Don’t play to cheap seats, talk show hosts

THE EDITOR: On Monday I was listening to a very popular talk radio show and the conversation was focused on the election of a president and the cost of food in the supermarkets.

The hosts of the show put forward the position that in the presidential election, all PNM members would vote along party lines and that all UNC members would do likewise.

What struck me was that this was said while dismissing the Prime Minister’s stated position that the vote is secret and that he had voted against party position on a previous occasion because he believed it to be the best decision.

The hosts then switched focus and called on the Minister of Trade and Industry to answer for the current prices in the supermarkets against the background of container shipping rates dropping by as much as 80 per cent globally.

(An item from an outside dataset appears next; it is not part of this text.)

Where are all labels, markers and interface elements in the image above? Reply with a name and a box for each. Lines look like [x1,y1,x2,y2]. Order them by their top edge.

Nowhere in the conversation was their finger pointing at importers, at retailers, at the Supermarket Association and the other bodies that represent the interest of those businesses.

I mention all of this to say that it all too easy to throw every act of irresponsibility, of greed, of polarisation along the lines of race, religion or geographic location at the collective feet of the Government. But when are we as citizens going to hold each other accountable for decisions that we make?

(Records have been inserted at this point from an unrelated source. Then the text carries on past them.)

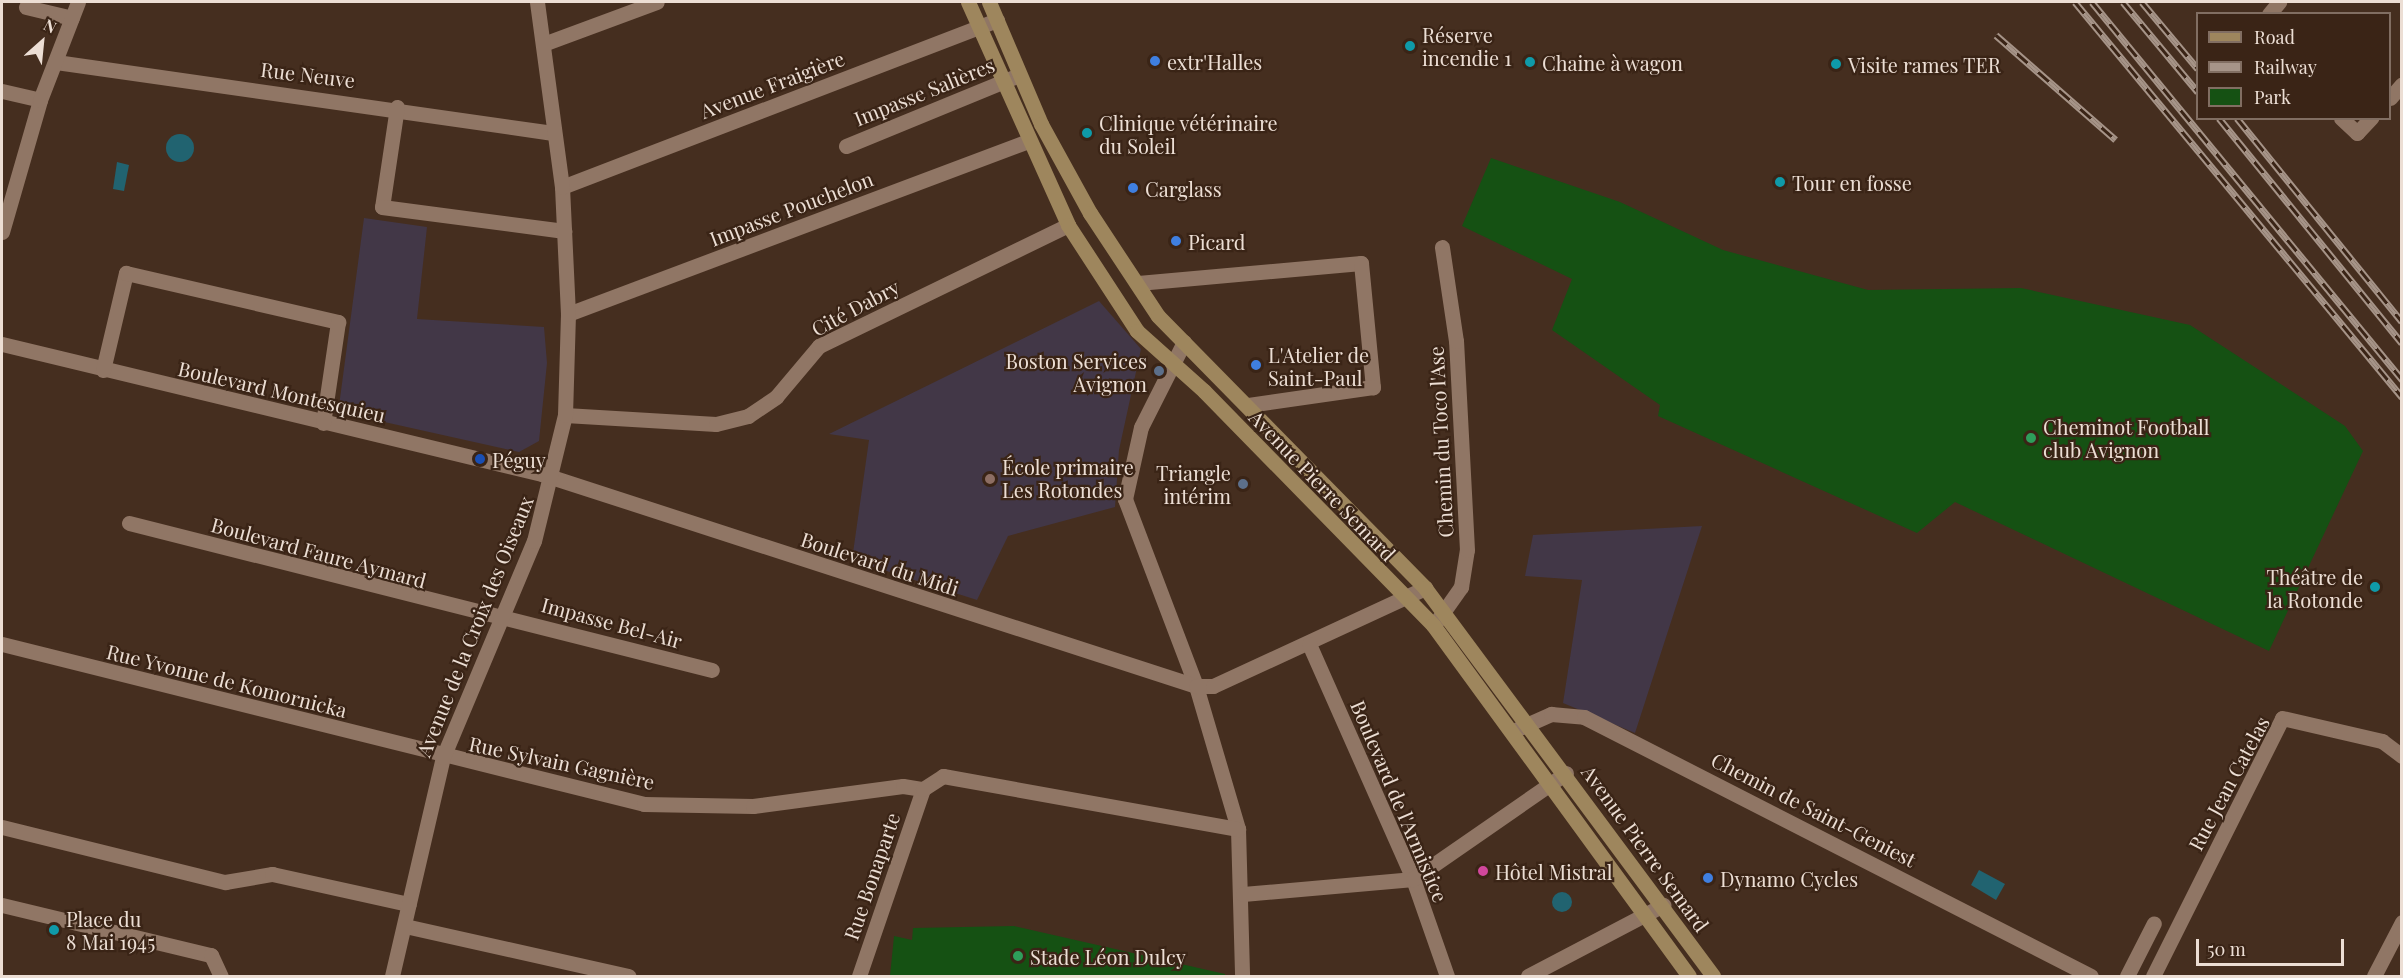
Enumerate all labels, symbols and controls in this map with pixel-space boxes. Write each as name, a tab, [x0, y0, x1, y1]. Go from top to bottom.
north arrow	[12, 12, 72, 72]
legend	[2196, 12, 2391, 120]
text: N	[40, 14, 60, 37]
place label: Réserve incendie 1	[1422, 22, 1512, 69]
text: Road	[2254, 25, 2295, 49]
marker: Réserve incendie 1	[1403, 39, 1417, 53]
street label: Avenue Fraigière	[697, 46, 847, 122]
place label: extr'Halles	[1167, 49, 1262, 73]
place label: Chaine à wagon	[1542, 50, 1684, 74]
street label: Impasse Salières	[850, 52, 998, 130]
place label: Visite rames TER	[1848, 52, 2001, 76]
marker: extr'Halles	[1148, 54, 1162, 68]
marker: Chaine à wagon	[1523, 55, 1537, 69]
text: Railway	[2254, 55, 2317, 79]
street label: Rue Neuve	[259, 56, 357, 92]
marker: Visite rames TER	[1829, 57, 1843, 71]
text: Park	[2254, 85, 2291, 109]
place label: Clinique vétérinaire du Soleil	[1099, 110, 1278, 157]
marker: Clinique vétérinaire du Soleil	[1080, 126, 1094, 140]
street label: Impasse Pouchelon	[706, 166, 876, 250]
place label: Tour en fosse	[1792, 170, 1912, 194]
marker: Tour en fosse	[1773, 175, 1787, 189]
place label: Carglass	[1145, 176, 1222, 200]
marker: Carglass	[1126, 181, 1140, 195]
place label: Picard	[1188, 229, 1245, 253]
marker: Picard	[1169, 234, 1183, 248]
street label: Cité Dabry	[807, 274, 903, 340]
place label: L'Atelier de Saint-Paul	[1268, 342, 1370, 389]
street label: Chemin du Toco l'Ase	[1423, 345, 1457, 539]
place label: Boston Services Avignon	[1005, 348, 1147, 395]
street label: Boulevard Montesquieu	[176, 355, 388, 427]
marker: L'Atelier de Saint-Paul	[1249, 358, 1263, 372]
marker: Boston Services Avignon	[1152, 364, 1166, 378]
street label: Avenue Pierre Semard	[1245, 405, 1401, 565]
place label: Cheminot Football club Avignon	[2043, 414, 2210, 461]
marker: Cheminot Football club Avignon	[2024, 431, 2038, 445]
place label: Péguy	[492, 447, 546, 471]
marker: Péguy	[473, 452, 487, 466]
place label: École primaire Les Rotondes	[1002, 455, 1134, 502]
place label: Triangle intérim	[1156, 460, 1231, 507]
marker: École primaire Les Rotondes	[983, 472, 997, 486]
marker: Triangle intérim	[1236, 477, 1250, 491]
street label: Avenue de la Croix des Oiseaux	[410, 492, 538, 760]
street label: Boulevard Faure Aymard	[209, 512, 429, 592]
street label: Boulevard du Midi	[798, 526, 962, 600]
place label: Théâtre de la Rotonde	[2266, 564, 2363, 611]
marker: Théâtre de la Rotonde	[2368, 580, 2382, 594]
street label: Impasse Bel-Air	[539, 592, 685, 652]
street label: Rue Yvonne de Komornicka	[104, 638, 350, 722]
street label: Boulevard de l'Armistice	[1346, 696, 1454, 906]
street label: Rue Jean Catelas	[2183, 712, 2273, 854]
street label: Rue Sylvain Gagnière	[467, 731, 657, 793]
street label: Chemin de Saint-Geniest	[1708, 747, 1920, 871]
street label: Avenue Pierre Semard	[1578, 760, 1714, 936]
street label: Rue Bonaparte	[838, 809, 904, 943]
place label: Hôtel Mistral	[1495, 859, 1613, 883]
marker: Hôtel Mistral	[1476, 864, 1490, 878]
place label: Dynamo Cycles	[1720, 866, 1858, 890]
marker: Dynamo Cycles	[1701, 871, 1715, 885]
place label: Place du 8 Mai 1945	[66, 906, 155, 953]
marker: Place du 8 Mai 1945	[47, 923, 61, 937]
scale bar	[2199, 927, 2348, 965]
text: 50 m	[2207, 937, 2246, 961]
place label: Stade Léon Dulcy	[1030, 944, 1186, 968]
marker: Stade Léon Dulcy	[1011, 949, 1025, 963]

The Ministry of Trade does not import anything and does not exercise the types of controls that would give it the power to dictate profit margins, even when it is clear to consumers that they are being fleeced. I would not want to live in that version of our country and thankfully I don’t.

The hosts of that radio show knew that but instead chose to make it a government-made problem that only had a government-made solution and I can only assume that it was intentional. What the intention was is up to the individual to figure out.

Likewise, the Electoral College has a job to do and all elected and appointed members have their duty to fulfil. History will show that the secret ballot has allowed members to vote with their conscience and not along party lines. To dismiss that reality is to begin the process of undermining the eventual outcome as well as the process itself.

We are seeing a global trend of aggressive polarisation and the undermining of all branches of authority in countries. One only has to look north to the US and the circus that came to town when they tried to elect a Speaker or look south to Brazil and the unrest which has escalated to acts of violence after its recent election.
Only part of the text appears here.